Jules Crittenden offers a Shakespearean take on this tragic miscasting and links to more reactions. (h/t: Sister Toldjah)
It was all there before the election: the padded but still painfully thin resumé, the absolute lack of executive and foreign policy experience, the poor judgment, the narcissism, the radical background. But with the mainstream media providing some critical support, Americans chose to fill the role of POTUS with a person unfit to play it. Turns out Joe Biden was half right: yes, Obama is being tested early on by international crises, but no, his spine does not seem to be made of steel.
*Updated: Dissatisfaction rising on the left, via Hot Air.
Sooner or later it is going to occur to Barack Obama that he is the president of the United States.

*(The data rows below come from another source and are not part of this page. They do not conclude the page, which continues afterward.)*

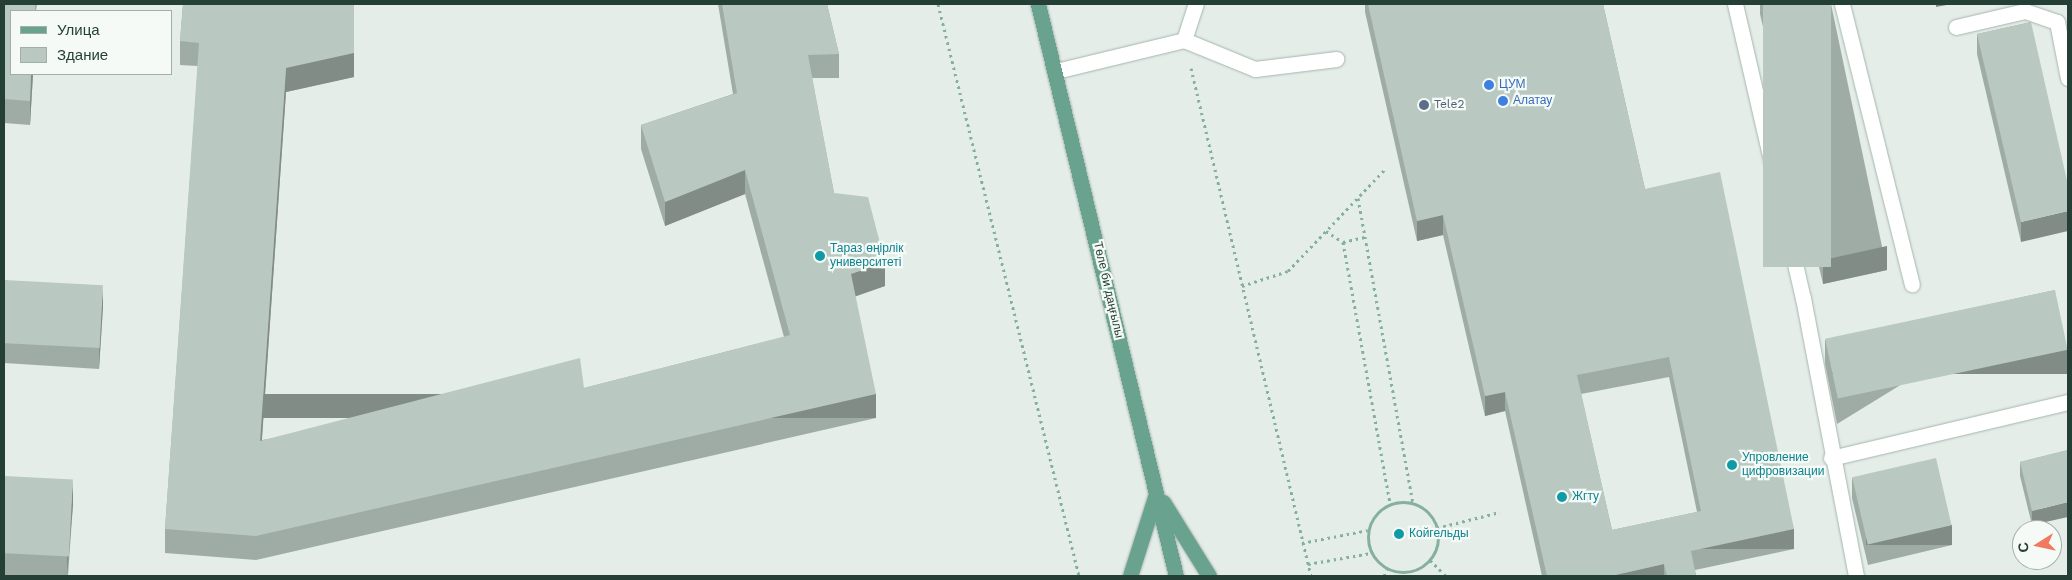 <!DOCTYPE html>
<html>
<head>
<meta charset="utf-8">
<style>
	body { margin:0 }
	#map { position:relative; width:2072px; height:580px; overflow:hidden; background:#e4ede8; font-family:"Work Sans",sans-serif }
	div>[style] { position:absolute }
	.path>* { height:3px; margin-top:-1.5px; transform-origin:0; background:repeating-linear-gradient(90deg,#85b0a0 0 2.5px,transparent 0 6.5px) }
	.path>.ring { margin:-1.5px; padding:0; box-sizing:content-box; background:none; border:3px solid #85b0a0; border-radius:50% }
	.roads { filter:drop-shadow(0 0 1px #a6b5af) drop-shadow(0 0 1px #a6b5af) }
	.minor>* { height:15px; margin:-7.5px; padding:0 7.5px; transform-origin:7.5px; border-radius:7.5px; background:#fff }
	.major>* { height:15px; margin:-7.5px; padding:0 7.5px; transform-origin:7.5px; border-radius:7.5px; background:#69a28f }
	.wall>* { inset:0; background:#9faca6 }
	.shaded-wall>* { inset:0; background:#828c87; transform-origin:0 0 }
	.building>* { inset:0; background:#b9c8c1; transform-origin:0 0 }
	.dots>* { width:14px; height:14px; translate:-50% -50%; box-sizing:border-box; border:2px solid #f5faf7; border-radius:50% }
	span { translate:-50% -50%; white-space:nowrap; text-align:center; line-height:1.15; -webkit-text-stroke:4.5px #f5faf7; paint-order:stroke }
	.shop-label { font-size:12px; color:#366cbe }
	.left { translate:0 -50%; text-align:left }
	.service-label { font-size:12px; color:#4e5e75 }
	.culture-label { font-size:12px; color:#0d838f }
	.street-label { font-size:12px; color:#233f36 }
	.frame { position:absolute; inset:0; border:5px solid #233f36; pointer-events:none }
	.legend { position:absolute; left:10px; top:10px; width:162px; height:65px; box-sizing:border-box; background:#f5faf7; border:1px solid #a1afaa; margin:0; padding:6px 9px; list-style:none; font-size:15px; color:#233f36 }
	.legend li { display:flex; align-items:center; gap:10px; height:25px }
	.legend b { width:25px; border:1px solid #a1afaa }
	.north { position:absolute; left:2012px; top:520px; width:50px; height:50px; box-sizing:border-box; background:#f5faf7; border:1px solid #a1afaa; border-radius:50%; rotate:260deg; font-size:14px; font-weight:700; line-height:20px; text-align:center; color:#233f36 }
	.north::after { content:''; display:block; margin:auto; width:18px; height:22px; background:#f0795f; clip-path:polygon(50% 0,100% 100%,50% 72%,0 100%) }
</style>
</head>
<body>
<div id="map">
	<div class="path">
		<div style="left:938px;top:4px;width:589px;rotate:76.15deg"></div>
		<div style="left:1191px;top:68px;width:522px;rotate:76.71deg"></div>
		<div style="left:1358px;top:198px;width:310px;rotate:79.8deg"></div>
		<div style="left:1326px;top:231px;width:20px;rotate:33deg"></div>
		<div style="left:1343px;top:242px;width:266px;rotate:79.8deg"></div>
		<div style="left:1343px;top:242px;width:22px;rotate:-13deg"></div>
		<div style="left:1242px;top:286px;width:48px;rotate:-18.1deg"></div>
		<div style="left:1288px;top:271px;width:142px;rotate:-46.4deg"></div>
		<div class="ring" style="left:1368px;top:502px;width:67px;height:67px"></div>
		<div style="left:1437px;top:528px;width:65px;rotate:-14.3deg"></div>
		<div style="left:1302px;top:543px;width:67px;rotate:-11.1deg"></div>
		<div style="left:1430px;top:560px;width:23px;rotate:45deg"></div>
		<div style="left:1308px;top:564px;width:64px;rotate:-9.9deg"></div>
		<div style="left:1384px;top:576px;width:8px;rotate:-67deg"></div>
	</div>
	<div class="roads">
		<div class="minor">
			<div style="left:1735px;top:4px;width:302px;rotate:77deg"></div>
			<div style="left:1803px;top:298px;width:283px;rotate:79.2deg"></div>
			<div style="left:1842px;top:4px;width:289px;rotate:76deg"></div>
			<div style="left:1956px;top:27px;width:71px;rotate:-13.1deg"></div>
			<div style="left:2025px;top:11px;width:34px;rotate:19deg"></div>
			<div style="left:2057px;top:22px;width:57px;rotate:78.9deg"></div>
			<div style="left:1184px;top:40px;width:38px;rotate:-72deg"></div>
			<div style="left:1056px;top:71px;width:132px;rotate:-13.6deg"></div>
			<div style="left:1184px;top:40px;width:77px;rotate:22.2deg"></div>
			<div style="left:1255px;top:69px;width:82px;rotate:-7deg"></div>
			<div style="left:1831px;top:458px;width:244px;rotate:-13.3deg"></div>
		</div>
		<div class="major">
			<div style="left:1038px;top:4px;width:588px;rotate:76.44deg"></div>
			<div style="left:1163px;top:502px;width:87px;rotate:58.1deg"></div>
			<div style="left:1130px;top:576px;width:86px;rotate:-72.4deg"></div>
		</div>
	</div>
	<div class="wall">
		<div style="clip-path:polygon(4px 4px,37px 4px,36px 11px,11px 11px,11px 74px,33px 74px,30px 125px,4px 123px)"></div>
		<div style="clip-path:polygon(183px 4px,354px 77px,286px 92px,262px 440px,584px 388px,784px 337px,745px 194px,665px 226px,641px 149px,641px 125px,733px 94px,718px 4px,827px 4px,839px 54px,839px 78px,812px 78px,834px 193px,885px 286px,855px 296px,876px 418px,256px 560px,165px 553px,165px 529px,198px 66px,180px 65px,180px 41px)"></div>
		<div style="clip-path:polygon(evenodd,1365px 4px,1603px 4px,1645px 189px,1794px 549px,1695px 570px,1696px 576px,1542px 576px,1505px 411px,1485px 416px,1443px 235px,1417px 241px,1365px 12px,1365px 4px,1669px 377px,1697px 512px,1612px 530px,1581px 394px,1669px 377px)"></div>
		<div style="clip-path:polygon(1760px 4px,1831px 4px,1887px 270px,1823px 284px,1760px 14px)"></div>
		<div style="clip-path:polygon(2031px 22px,2021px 242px,1977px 54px,1977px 34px)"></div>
		<div style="clip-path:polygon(4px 280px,103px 306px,99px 369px,4px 363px)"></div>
		<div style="clip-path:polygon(2055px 290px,1837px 424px,1825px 364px,1825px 340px)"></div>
		<div style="clip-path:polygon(2068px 450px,2032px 525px,2020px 476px,2020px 462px)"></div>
		<div style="clip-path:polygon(4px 476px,73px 504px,68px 576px,4px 576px)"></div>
		<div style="clip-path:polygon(1852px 478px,1952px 545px,1868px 565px,1852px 498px)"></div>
	</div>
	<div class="shaded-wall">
		<div style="clip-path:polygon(1936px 4px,1952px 4px,1936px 7px)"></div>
		<div style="clip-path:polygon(354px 11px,354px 77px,286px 92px,260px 465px,260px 441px,286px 68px)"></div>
		<div style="clip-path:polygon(31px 74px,33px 74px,30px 125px,30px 101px)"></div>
		<div style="clip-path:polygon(745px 170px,745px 194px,665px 226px,665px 202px)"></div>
		<div style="clip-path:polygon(2068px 211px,2068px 231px,2021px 242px,2021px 222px)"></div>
		<div style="clip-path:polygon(1443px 215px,1443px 235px,1417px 241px,1417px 221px)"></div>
		<div style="clip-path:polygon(1887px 246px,1887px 270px,1823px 284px,1823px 260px)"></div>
		<div style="clip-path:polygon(885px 262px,885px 286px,851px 298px,851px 274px)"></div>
		<div style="clip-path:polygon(103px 286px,103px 306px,99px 369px,99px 349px)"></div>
		<div style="left:2068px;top:350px;width:24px;height:236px;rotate:90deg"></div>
		<div style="clip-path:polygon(1505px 392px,1505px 411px,1485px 416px,1485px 396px)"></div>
		<div style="left:876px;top:394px;width:24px;height:636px;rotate:90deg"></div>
		<div style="clip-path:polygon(73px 480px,73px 504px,67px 576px,67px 557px)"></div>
		<div style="clip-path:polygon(2068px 502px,2068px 517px,2032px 525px,2032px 511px)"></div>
		<div style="left:1952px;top:525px;width:20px;height:86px;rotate:90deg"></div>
		<div style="left:1794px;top:529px;width:20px;height:105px;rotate:90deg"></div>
		<div style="clip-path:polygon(1664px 564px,1664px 576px,1611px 576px)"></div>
	</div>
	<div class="building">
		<div style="clip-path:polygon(4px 4px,35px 4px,35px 11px,11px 11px,11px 74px,31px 74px,30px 101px,4px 99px)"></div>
		<div style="clip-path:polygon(183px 4px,354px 4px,354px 53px,286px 68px,260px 441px,580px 358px,584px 388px,790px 335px,745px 170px,665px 202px,641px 125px,737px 93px,722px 4px,827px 4px,839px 54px,808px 55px,834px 193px,868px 197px,885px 262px,851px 274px,876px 394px,256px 536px,165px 529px,199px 43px,180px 41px)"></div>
		<div style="clip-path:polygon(evenodd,1368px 4px,1603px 4px,1645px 189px,1720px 172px,1794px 529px,1691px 551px,1696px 576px,1667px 576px,1664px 564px,1611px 576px,1547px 576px,1505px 392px,1485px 396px,1443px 215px,1417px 221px,1368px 4px,1669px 357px,1701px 511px,1612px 530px,1577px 375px,1669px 357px)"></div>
		<div style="left:1763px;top:4px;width:68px;height:263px"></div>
		<div style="clip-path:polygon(2031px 22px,2068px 185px,2068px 211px,2021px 222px,1977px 34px)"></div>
		<div style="left:4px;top:280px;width:99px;height:63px;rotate:3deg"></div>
		<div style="left:2055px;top:290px;width:61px;height:235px;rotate:78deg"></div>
		<div style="clip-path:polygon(2068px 450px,2068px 502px,2032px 511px,2020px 462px)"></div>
		<div style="left:1936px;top:458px;width:69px;height:86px;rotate:77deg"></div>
		<div style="left:4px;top:476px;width:69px;height:77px;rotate:3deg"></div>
	</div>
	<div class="dots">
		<div style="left:1489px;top:85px;background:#3f7fe0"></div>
		<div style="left:1503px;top:101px;background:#3f7fe0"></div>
		<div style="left:1424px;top:105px;background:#5c6f8a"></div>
		<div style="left:820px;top:256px;background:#0f9aa8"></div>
		<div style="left:1732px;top:465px;background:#0f9aa8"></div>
		<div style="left:1562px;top:497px;background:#0f9aa8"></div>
		<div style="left:1399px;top:534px;background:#0f9aa8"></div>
	</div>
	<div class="shop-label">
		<span class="left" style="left:1499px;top:85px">ЦУМ</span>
		<span class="left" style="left:1513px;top:101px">Алатау</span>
	</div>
	<div class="service-label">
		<span class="left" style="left:1434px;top:105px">Tele2</span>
	</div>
	<div class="culture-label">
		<span class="left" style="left:830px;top:256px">Тараз өңірлік<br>университеті</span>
		<span class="left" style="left:1742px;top:465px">Упровление<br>цифровизации</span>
		<span class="left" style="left:1572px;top:497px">Жгту</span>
		<span class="left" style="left:1409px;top:534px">Койгельды</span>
	</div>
	<div class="street-label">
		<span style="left:1108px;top:290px;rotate:77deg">Төле би даңғылы</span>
	</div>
	<div class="frame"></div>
	<ul class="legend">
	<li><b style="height:6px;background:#69a28f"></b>Улица</li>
	<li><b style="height:14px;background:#b9c8c1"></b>Здание</li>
	</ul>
	<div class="north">С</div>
</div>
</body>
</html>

As of yet, though, he does not act that way, appearing promiscuously on television and granting interviews like the presidential candidate he no longer is.Howard Fineman takes it a several steps further:
The election has been held, but the campaign goes on and on. The candidate has yet to become commander in chief.

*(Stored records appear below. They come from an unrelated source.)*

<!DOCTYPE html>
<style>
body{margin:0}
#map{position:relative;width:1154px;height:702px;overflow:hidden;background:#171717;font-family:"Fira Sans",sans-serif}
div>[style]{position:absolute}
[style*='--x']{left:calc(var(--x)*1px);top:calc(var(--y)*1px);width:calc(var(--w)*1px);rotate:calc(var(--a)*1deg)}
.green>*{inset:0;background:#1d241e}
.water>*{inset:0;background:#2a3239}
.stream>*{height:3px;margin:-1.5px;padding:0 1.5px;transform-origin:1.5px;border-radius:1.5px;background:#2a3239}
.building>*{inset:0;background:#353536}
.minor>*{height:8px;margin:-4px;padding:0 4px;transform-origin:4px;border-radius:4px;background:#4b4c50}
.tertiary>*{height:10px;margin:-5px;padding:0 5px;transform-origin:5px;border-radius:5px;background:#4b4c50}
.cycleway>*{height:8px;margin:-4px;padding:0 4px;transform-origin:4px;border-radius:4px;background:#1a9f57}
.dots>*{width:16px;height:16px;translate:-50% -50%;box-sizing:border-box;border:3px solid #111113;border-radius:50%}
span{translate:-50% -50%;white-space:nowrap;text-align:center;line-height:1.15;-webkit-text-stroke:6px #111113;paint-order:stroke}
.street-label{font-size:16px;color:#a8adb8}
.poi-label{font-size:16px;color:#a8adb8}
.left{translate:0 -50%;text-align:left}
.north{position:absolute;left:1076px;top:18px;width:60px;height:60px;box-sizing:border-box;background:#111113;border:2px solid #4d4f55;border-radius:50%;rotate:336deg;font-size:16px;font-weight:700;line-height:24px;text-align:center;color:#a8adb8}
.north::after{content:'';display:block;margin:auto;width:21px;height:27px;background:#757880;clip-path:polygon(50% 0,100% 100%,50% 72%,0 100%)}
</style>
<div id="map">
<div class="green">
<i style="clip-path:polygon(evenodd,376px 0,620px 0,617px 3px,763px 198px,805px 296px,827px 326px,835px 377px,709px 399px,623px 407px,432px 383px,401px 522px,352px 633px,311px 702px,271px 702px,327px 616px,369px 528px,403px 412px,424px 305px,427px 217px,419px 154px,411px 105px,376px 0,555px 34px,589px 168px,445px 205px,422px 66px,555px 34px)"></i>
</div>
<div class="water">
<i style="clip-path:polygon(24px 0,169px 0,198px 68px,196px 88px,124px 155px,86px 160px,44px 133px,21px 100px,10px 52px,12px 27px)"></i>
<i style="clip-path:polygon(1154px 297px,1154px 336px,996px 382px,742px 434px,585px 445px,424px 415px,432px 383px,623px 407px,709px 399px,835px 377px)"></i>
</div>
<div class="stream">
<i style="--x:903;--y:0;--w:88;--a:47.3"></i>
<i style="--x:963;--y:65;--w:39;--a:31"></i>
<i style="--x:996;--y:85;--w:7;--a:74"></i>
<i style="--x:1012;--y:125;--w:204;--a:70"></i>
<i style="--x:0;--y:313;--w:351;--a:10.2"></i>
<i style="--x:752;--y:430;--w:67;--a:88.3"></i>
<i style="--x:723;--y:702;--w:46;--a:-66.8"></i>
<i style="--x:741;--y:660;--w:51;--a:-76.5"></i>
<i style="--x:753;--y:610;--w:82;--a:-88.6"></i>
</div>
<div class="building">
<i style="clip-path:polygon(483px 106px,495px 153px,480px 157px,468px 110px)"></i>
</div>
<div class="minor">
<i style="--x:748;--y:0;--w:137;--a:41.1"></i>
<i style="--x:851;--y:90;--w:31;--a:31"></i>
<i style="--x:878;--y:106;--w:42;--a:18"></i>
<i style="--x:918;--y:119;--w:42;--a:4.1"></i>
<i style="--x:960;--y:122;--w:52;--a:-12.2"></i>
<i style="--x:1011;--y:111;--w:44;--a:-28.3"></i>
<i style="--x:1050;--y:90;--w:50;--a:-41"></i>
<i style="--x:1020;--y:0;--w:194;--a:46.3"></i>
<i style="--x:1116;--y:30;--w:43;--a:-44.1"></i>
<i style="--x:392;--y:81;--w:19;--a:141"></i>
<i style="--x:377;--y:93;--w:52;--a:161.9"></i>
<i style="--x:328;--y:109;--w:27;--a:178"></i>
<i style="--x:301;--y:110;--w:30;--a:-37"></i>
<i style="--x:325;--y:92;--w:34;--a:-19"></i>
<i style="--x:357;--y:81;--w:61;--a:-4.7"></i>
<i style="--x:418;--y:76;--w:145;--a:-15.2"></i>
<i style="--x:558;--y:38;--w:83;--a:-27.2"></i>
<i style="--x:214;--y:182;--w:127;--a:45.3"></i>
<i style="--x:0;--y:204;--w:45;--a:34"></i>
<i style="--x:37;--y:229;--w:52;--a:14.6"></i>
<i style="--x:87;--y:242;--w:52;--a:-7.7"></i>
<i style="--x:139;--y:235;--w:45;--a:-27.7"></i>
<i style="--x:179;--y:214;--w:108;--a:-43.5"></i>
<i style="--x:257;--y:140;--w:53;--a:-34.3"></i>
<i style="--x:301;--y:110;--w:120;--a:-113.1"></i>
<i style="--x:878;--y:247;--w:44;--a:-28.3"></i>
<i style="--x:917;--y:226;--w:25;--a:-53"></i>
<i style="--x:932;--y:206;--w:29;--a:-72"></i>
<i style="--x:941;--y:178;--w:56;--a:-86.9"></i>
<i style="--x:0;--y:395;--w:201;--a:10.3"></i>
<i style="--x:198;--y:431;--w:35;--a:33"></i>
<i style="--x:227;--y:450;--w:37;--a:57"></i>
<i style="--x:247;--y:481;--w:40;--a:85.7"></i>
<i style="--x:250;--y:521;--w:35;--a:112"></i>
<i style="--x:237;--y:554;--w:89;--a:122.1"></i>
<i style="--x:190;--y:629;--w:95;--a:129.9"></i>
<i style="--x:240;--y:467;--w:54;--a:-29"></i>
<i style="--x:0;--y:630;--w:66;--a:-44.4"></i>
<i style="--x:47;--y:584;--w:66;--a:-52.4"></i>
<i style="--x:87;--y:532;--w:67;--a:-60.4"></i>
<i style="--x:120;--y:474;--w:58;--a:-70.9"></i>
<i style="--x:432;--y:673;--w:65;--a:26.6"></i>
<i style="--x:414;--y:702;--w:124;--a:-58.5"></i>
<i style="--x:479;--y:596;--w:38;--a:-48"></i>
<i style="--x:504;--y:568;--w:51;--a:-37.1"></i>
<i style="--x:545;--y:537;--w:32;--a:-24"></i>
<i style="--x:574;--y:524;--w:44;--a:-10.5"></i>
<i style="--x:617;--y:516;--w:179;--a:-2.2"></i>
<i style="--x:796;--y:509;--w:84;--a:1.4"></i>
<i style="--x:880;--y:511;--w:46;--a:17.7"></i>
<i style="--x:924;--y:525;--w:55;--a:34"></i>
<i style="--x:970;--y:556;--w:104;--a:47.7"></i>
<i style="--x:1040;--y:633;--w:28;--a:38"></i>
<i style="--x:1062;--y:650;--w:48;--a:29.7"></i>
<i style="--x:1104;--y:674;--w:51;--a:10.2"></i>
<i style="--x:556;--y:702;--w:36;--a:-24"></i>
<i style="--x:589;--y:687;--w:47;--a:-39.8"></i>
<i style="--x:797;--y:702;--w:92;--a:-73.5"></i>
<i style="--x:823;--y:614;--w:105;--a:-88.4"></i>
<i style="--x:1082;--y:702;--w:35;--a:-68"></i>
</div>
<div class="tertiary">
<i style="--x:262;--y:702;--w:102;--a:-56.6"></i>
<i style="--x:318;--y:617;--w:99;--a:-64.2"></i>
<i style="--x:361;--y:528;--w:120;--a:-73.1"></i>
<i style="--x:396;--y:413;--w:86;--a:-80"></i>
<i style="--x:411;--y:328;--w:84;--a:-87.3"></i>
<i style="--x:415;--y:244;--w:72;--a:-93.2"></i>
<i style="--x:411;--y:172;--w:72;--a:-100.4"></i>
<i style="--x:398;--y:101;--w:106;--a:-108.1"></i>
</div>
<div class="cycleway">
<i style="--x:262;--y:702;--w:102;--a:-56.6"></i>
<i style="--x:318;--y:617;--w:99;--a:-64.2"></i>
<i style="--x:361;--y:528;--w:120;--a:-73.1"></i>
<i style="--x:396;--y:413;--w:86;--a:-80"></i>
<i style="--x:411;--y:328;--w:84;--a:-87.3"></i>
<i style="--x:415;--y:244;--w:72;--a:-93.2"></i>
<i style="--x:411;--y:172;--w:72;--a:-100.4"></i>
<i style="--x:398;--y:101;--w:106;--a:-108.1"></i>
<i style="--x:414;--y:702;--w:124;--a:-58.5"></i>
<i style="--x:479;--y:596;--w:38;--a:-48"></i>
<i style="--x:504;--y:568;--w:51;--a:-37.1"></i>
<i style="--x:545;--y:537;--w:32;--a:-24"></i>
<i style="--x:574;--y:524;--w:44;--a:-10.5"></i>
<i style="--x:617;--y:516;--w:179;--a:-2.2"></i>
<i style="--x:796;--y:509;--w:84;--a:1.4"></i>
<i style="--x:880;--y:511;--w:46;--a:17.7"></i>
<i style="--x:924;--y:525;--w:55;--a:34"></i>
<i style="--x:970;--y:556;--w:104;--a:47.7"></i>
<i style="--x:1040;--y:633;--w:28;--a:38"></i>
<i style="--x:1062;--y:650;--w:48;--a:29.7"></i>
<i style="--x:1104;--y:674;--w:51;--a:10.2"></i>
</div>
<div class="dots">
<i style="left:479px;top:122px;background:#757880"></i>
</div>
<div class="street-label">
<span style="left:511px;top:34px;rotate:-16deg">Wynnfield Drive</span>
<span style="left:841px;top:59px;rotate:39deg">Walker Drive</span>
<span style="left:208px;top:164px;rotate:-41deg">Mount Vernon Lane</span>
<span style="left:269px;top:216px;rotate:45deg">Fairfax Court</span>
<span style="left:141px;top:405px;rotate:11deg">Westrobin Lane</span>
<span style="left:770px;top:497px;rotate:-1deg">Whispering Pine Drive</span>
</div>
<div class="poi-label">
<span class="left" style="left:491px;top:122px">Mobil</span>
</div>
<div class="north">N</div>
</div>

[. . .]Obama is our version of a Supreme Leader, not given to making idle threats, setting idle deadlines, reversing course on momentous issues, creating a TV crisis where none existed or, unbelievably, pitching Chicago for the 2016 Olympics. Obama's the president. Time he understood that.
The president's problem isn't that he is too visible; it's the lack of content in what he says when he keeps showing up on the tube. Obama can seem a mite too impressed with his own aura, as if his presence on the stage is the Answer. There is, at times, a self-referential (even self-reverential) tone in his big speeches. They are heavily salted with the words "I" and "my." (He used the former 11 times in the first few paragraphs of his address to the U.N. last week.) Obama is a historic figure, but that is the beginning, not the end, of the story.Obama the newbie hasn't a clear idea of how Congress works. Nor does he seem to understand what his real responsibilities are as POTUS. He's our faux president.
[. . .]
Being the cool, convivial late-night-guest in chief won't cut it with Congress, an institution impervious to charm (especially the charm of a president with wavering poll numbers). Members of both parties are taking Obama's measure with their defiant and sometimes hostile response to his desires on health care. Never much of a legislator (and not long a senator), Obama underestimated the complexity of enacting a major "reform" bill. Letting Congress try to write it on its own was an awful idea. As a balkanized land of microfiefdoms, each loyal to its own lobbyists and consultants, Congress is incapable of being led by its "leadership." It's not like Chicago, where you call a guy who calls a guy who calls Daley, who makes the call. The president himself must make his wishes clear—along with the consequences for those who fail to grant them.
[. . .]
Obama seems to think he'll get credit for the breathtaking scope of his ambition. But unless he sees results, it will have the opposite effect—diluting his clout, exhausting his allies, and emboldening his enemies.